Chief Inspector Finch, while very sympathetic to what the Trust was saying, pointed out that all policing was a question of allocation of resources, and indicated that such matters as pavement parking were very time-consuming and not the highest priority. While the Trust understood this, it made the point that, if there was official resistance to enforcement, the abuse would grow and could have serious consequences for pedestrian safety, and might eventually lead to pedestrians taking their own actions. Chief Inspector Finch said he understood the dangers and would be reporting back on our concerns. We have not yet discerned any improvement in the situation and indeed we have been told that throughout the demolition of the Crown Hotel a car was allowed to occupy sufficient pavement in North Walls to prevent the passage of pram, pushchair or wheelchair - just two hundred yards from the City's Police Station.

Improvements

Lorry cartoon

The City Engineer was clearly very much in favour of the provision of more pedestrian crossings and had specifically sought a pedestrian phase in the lights at the High Street - Jewry Street - Southgate Street junction. Here, as at the Library in Jewry Street, the case for a pedestrian crossing is undeniable, and yet the County Surveyor whose responsibility it is, continues to deny it. It seems that crossings have to be justified by how many people have been killed trying to cross the road without them.
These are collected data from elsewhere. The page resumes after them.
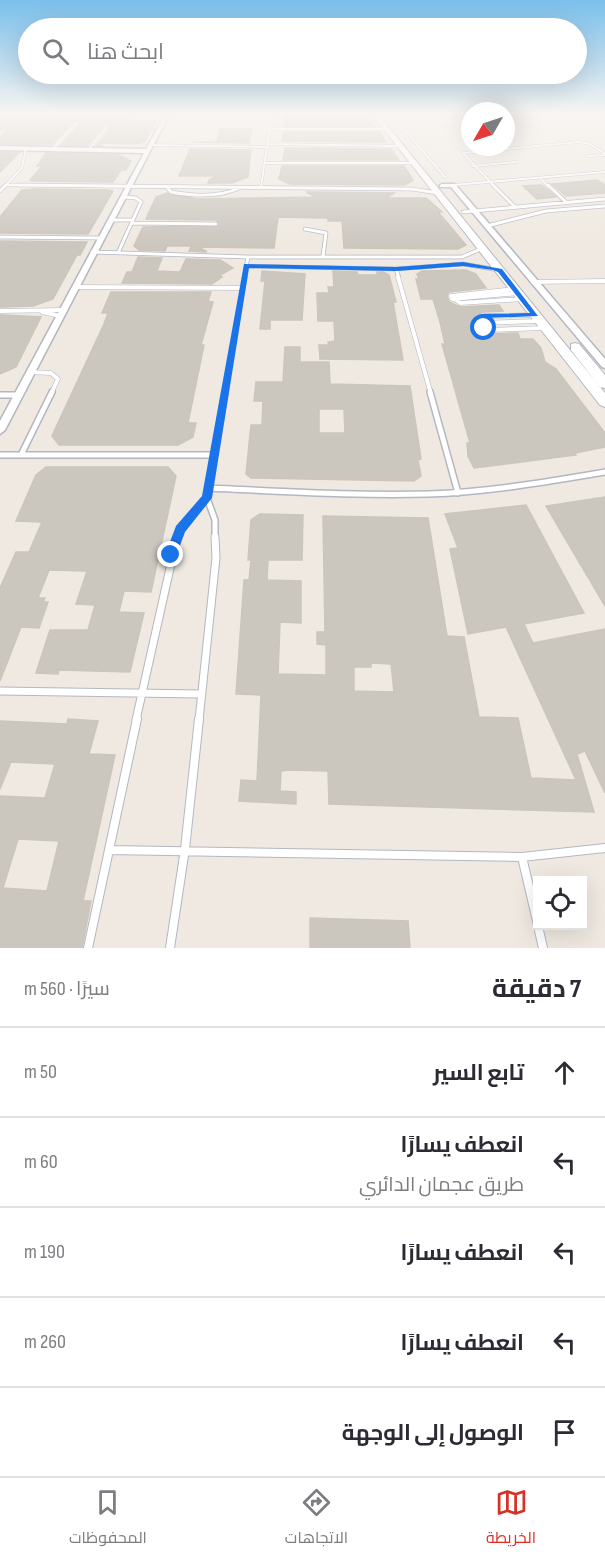 <!DOCTYPE html>
<html lang="ar">
<meta charset="utf-8">
<style>
:root{--surface:#fff;--page:#f2f2f3;--text:#2b2b33;--muted:#7c7c81;--line:#e1e1e2;--accent:#d93025}
body{margin:0;font-family:"Sofia Sans Condensed",Cairo,sans-serif;background:var(--page);color:var(--text);direction:rtl}
.controls{position:absolute;right:18px;bottom:18px;display:grid;overflow:hidden;border-radius:0px;box-shadow:0 6px 24px #0002}
.controls button{width:54px;height:54px;display:grid;place-items:center;padding:0;border:0;border-bottom:2px solid var(--line);background:var(--surface);color:var(--text);font:30px sans-serif}
.compass{position:absolute;left:461px;top:102px;width:54px;height:54px;border-radius:50%;background:var(--surface);box-shadow:0 6px 24px #0002;rotate:231deg}
.stop{position:absolute;width:18px;height:18px;margin:-14px;border:4px solid #1a73e8;border-radius:50%;background:#fff}
.stop.end{background:#1a73e8;border-color:#fff;box-shadow:0 2px 6px #0008}
.list{margin:0;padding:0;list-style:none}
h2{display:flex;justify-content:space-between;align-items:center;height:78px;margin:0;padding:0 24px;font-size:26px}
h2 small{font-size:20px;font-weight:400;color:var(--muted)}
.list li{display:grid;grid-template-columns:39px 1fr auto;gap:18px;align-items:center;box-sizing:border-box;height:90px;padding:0 24px;border-top:2px solid var(--line)}
.list b{display:block;font-size:22px;white-space:nowrap}
.list p{margin:0;font-size:20px;white-space:nowrap;color:var(--muted)}
.list em{font-size:20px;font-style:normal;color:var(--muted)}
.icon{flex:none;width:33px;height:33px;fill:none;stroke:currentColor;stroke-width:2;stroke-linecap:round;stroke-linejoin:round}
.map{position:relative;flex:none;width:605px;height:948px;overflow:hidden;direction:ltr}
.search{position:absolute;background:var(--surface);box-shadow:0 6px 24px #0002;left:18px;right:18px;top:18px;height:66px;display:flex;align-items:center;gap:15px;box-sizing:border-box;padding:0 21px;border-radius:33px;color:var(--muted);font-size:22px}
.sheet{height:528px;background:var(--surface)}
nav{display:flex;justify-content:space-around;align-items:center;box-sizing:border-box;height:84px;border-top:2px solid var(--line);background:var(--surface);font-size:16px;color:var(--muted)}
nav a{display:grid;justify-items:center;gap:3px}
nav .on{color:var(--accent)}
.map>svg:first-child{display:block}
.building{fill:#cbc7bf;stroke:#cbc5ba;stroke-width:1.5;fill-rule:evenodd}
.lines{fill:none;stroke-linecap:round;stroke-linejoin:round}
.service-far5-casing{stroke:#b4b7c1;stroke-width:3}
.service-far4-casing{stroke:#b4b7c1;stroke-width:4.5}
.service-far3-casing{stroke:#b4b7c1;stroke-width:5}
.service-far2-casing{stroke:#b4b7c1;stroke-width:8}
.service-far1-casing{stroke:#b4b7c1;stroke-width:9}
.service-casing{stroke:#b4b7c1;stroke-width:10}
.minor-casing{stroke:#b4b7c1;stroke-width:3}
.secondary-casing{stroke:#b4b7c1;stroke-width:2}
.service-far5{stroke:#fff;stroke-width:2}
.service-far4{stroke:#fff;stroke-width:3}
.service-far3{stroke:#fff;stroke-width:4}
.service-far2{stroke:#fff;stroke-width:5}
.service-far1{stroke:#fff;stroke-width:7}
.service{stroke:#fff;stroke-width:8}
.minor{fill:#fff;fill-rule:evenodd}
.secondary{fill:#fff;fill-rule:evenodd}
.route{fill:#1a73e8}
</style>
<div class="map">
<svg width="605" height="948" viewBox="0 0 605 948">
<rect width="100%" height="100%" fill="#efe9e1"/>
<path class="building" d="M3,113H73L71,119H76L53,144H0V137L7,130H0V116Z
M286,114L364,115L373,126H285Z
M77,120H121L157,121L144,142L136,144L99,143L103,146H96L110,128L107,123L87,146L61,145L79,125Z
M220,129H252L249,143L193,142H217Z
M283,132H380L386,142L282,141Z
M285,148L391,149L399,160H283Z
M190,149L251,150L248,177L232,183H208L210,179L219,176H179Z
M0,152L19,153L0,172Z
M46,153L119,155L131,161L126,170H121L113,182L32,181L30,180L42,166H37Z
M282,166H404L413,180L405,185L290,184L279,179Z
M597,180L605,185V193L566,196L552,184Z
M542,185L556,197L537,199L523,186Z
M37,189L108,190L113,191L88,234L0,233V217L22,190Z
M306,192L394,193L386,198H426L442,212H438L466,245L458,249L344,248L342,221H328V218L278,217L274,248L199,247L207,252L189,251L192,246H167L165,251L139,250L134,246L143,227L219,226V223L216,220L146,219L156,197L167,193L197,199L316,197Z
M0,241L84,242H87L80,255H77L53,299L33,306L0,307Z
M138,257L162,258L157,271L180,272L186,259L220,260L233,268L220,275L222,277L212,284L122,283L127,272H132Z
M466,270L476,274L486,288L449,292L447,296L449,302L460,307L499,305L503,311L483,312L476,317L479,328L489,334L518,333L520,339H533L541,348L545,362L556,369L605,433V447L575,453L576,455L474,468L468,456L467,443H470L442,344H445L440,322L433,299H421L416,279H419L417,274L422,271Z
M262,271L305,274L302,320H270V329H260L265,281H261Z
M333,271L357,272L358,275H377V272H383L389,275L396,302H393L403,360L320,359L319,345H329L328,342L335,341L334,321H318L317,293H329L328,287H334Z
M111,292H211L208,301L213,302L201,345H204L188,423H196L193,437L178,445H59L52,436L104,324L108,313H102Z
M0,315L41,317L16,367L0,374Z
M285,347H300V362H329L330,384L410,386L421,459L418,460L421,476L414,481L251,478L246,474L251,425H262L263,401H254L256,382H283ZM319,409H344L345,433H319Z
M46,467H168L176,476L151,592L124,591L119,612L144,613L130,672L59,670L58,674L36,673L50,630H88L95,605L76,604L87,571L49,570L38,598H45L43,602H48L39,628L21,627L0,681V588L16,552H29L42,522L16,521L36,475Z
M605,497V606L546,506Z
M526,505L584,613L524,624L533,643L605,629V793L585,751L577,754L594,812L329,804L328,771L289,770L281,771L280,791L296,792V804L239,801L241,780L257,781L261,695L236,694L244,580H249L251,560H248L251,520L260,514L303,515L302,560H268L267,580L301,581V623L280,622L278,674L326,675V645L317,644V632H325L323,516L428,518L447,636L464,637L479,717L518,718L531,778L576,780L506,627L468,634L450,549L458,548L445,514ZM371,663L391,664L394,692L354,691V667H371Z
M68,719L98,721L89,754L115,755L83,901H91L82,948H0V796L45,798L55,764L11,762L0,789V721L67,724ZM18,839L59,841L47,891L3,888Z
M310,918L408,921L410,948H310Z"/>
<g class="lines">
<defs>
<path id="service-far5" d="M390,113L445,177
M392,114L422,113
M76,115L78,113
M270,129H387
M268,144L400,146
M150,145L267,147
M54,148L76,123
M89,149L107,126
M588,156L605,155
M265,163H415
M473,166L516,162
M540,178L549,187
M5,185L171,187
M453,185L605,172
M4,187L22,168L26,148
M261,187L272,113
M495,187L463,153L579,142L590,144L605,154"/>
<path id="service-far4" d="M18,185L412,189L438,193
M493,185L515,207
M548,185L567,203
M167,187L171,192C193,196 218,198 239,188
M0,191L6,185
M463,212L605,199
M110,220H133
M132,223L216,224
M487,226L546,211L605,206
M305,229L326,233L323,256
M0,237L100,238
M92,252L248,257H462L483,248
M118,253L141,202L136,198L123,197
M246,266L396,269L463,264L499,270
M396,269L399,278
M244,278L248,257"/>
<path id="service-far3" d="M398,277L431,394
M533,282L605,281
M75,287L242,288
M514,289L451,296L460,303L523,299
M452,299L518,293
M0,311L63,310
M42,312L60,316
M535,315L484,316L479,320L482,326L489,330L545,328
M480,323L539,321
M30,372L51,373L58,379L51,394
M225,394L245,277"/>
<path id="service-far2" d="M430,392L458,493
M0,395H18
M0,455H214
M21,455L52,392
M208,488C281,491 355,496 428,494C488,492 546,482 605,472
M207,498L215,520V538
M177,538L180,529L207,498L225,392"/>
<path id="service-far1" d="M0,691L200,694
M136,720L177,537
M199,720L216,558L215,537"/>
<path id="service" d="M109,850L522,857L605,848
M522,857L538,925
M538,926L543,948
M88,948L137,719
M170,948L185,849L199,719"/>
<path id="minor" d="M166,113H170L5,430L0,434V421L144,153L0,150V146L146,149Z
M442,184H455L605,359V368L602,367L451,187H440V185Z"/>
<path id="secondary" d="M371,113H377L605,393V407L600,405Z
M575,343L579,344L605,375V388L600,387L571,350V344Z"/>
</defs>
<use href="#service-far5" class="service-far5-casing"/>
<use href="#service-far4" class="service-far4-casing"/>
<use href="#service-far3" class="service-far3-casing"/>
<use href="#service-far2" class="service-far2-casing"/>
<use href="#service-far1" class="service-far1-casing"/>
<use href="#service" class="service-casing"/>
<use href="#minor" class="minor-casing"/>
<use href="#secondary" class="secondary-casing"/>
<use href="#service-far5" class="service-far5"/>
<use href="#service-far4" class="service-far4"/>
<use href="#service-far3" class="service-far3"/>
<use href="#service-far2" class="service-far2"/>
<use href="#service-far1" class="service-far1"/>
<use href="#service" class="service"/>
<use href="#minor" class="minor"/>
<use href="#secondary" class="secondary"/>
</g>
<linearGradient id="sky" x2="0" y2="1"><stop stop-color="#7abfeb"/><stop offset="0.46" stop-color="#f8f5f2"/><stop offset="1" stop-color="#f8f5f2" stop-opacity="0"/></linearGradient>
<rect width="605" height="246" fill="url(#sky)"/>
<path class="route" d="M463,262L502,269L538,316L486,318L483,321L488,328L481,330L475,320L482,314L530,313L498,272L493,270L463,266L396,271L249,268L212,498L185,532L175,559H167L165,555L176,526L202,496L244,264L396,267Z"/>
</svg>
<div class="controls">
<button><svg class="icon" aria-label="locate" viewBox="0 0 24 24"><circle cx="12" cy="12" r="6"/><path d="M12 2v4M12 18v4M2 12h4M18 12h4"/></svg></button>
</div>
<svg class="compass" viewBox="-18 -18 36 36"><path d="M0-13l5 13h-10z" fill="#e53935"/><path d="M0 13l5-13h-10z" fill="#7c7c81"/></svg>
<div class="stop" style="left:484px;top:328px"></div>
<div class="stop end" style="left:171px;top:555px"></div>
<div class="search"><svg class="icon" aria-label="search" viewBox="0 0 24 24"><circle cx="10" cy="10" r="6"/><path d="M15 15l6 6"/></svg>ابحث هنا</div>
</div>
<section class="sheet">
<h2>7 دقيقة<small>سيرًا · 560 m</small></h2>
<ul class="list">
<li><svg class="icon" aria-label="ahead" viewBox="0 0 24 24"><path d="M12 20V5M6 11l6-6 6 6"/></svg><div><b>تابع السير</b></div><em>50 m</em></li>
<li><svg class="icon" aria-label="left" viewBox="0 0 24 24"><path d="M17 20v-9H6M10 6l-5 5 5 5"/></svg><div><b>انعطف يسارًا</b><p>طريق عجمان الدائري</p></div><em>60 m</em></li>
<li><svg class="icon" aria-label="left" viewBox="0 0 24 24"><path d="M17 20v-9H6M10 6l-5 5 5 5"/></svg><div><b>انعطف يسارًا</b></div><em>190 m</em></li>
<li><svg class="icon" aria-label="left" viewBox="0 0 24 24"><path d="M17 20v-9H6M10 6l-5 5 5 5"/></svg><div><b>انعطف يسارًا</b></div><em>260 m</em></li>
<li><svg class="icon" aria-label="arrive" viewBox="0 0 24 24"><path d="M6 21V4h12l-3 4 3 4H6"/></svg><div><b>الوصول إلى الوجهة</b></div></li>
</ul>
</section>
<nav>
<a class="on"><svg class="icon" aria-label="map" viewBox="0 0 24 24"><path d="M3 6l6-2 6 2 6-2v14l-6 2-6-2-6 2zM9 4v14M15 6v14"/></svg>الخريطة</a>
<a><svg class="icon" aria-label="directions" viewBox="0 0 24 24"><path d="M12 3l9 9-9 9-9-9zM9 14v-3h6M13 9l2 2-2 2"/></svg>الاتجاهات</a>
<a><svg class="icon" aria-label="saved" viewBox="0 0 24 24"><path d="M7 4h10v16l-5-4-5 4z"/></svg>المحفوظات</a>
</nav>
With the new guidelines from the Roads and Traffic Minister, the County no longer has this excuse for inaction.

The Pedestrian Precinct has led to a de facto pedestrian domination of some adjoining streets, particularly the eastward extension of the High Street to Middle Brook Street. The Trust and the City Engineer had independently concluded that this pedestrian-dominated street sharing could be formally declared and asserted by subtle alteration of the street scene, particularly in paving details. It was agreed that the integrity of the street, as a street, should be retained, and the City Engineer indicated that at the appropriate point in the normal timetable of road surface and pavement renewal, we can expect to see some welcome changes in these areas.

If the City Engineer's efforts can establish the principle of street-sharing, there might well be pressure to extend it to other central streets. It is all the more a pity that a myopic Planning Department is currently seeking to limit the possibilities by sinking substantial capital investment into the permanent retention of City Centre car parking.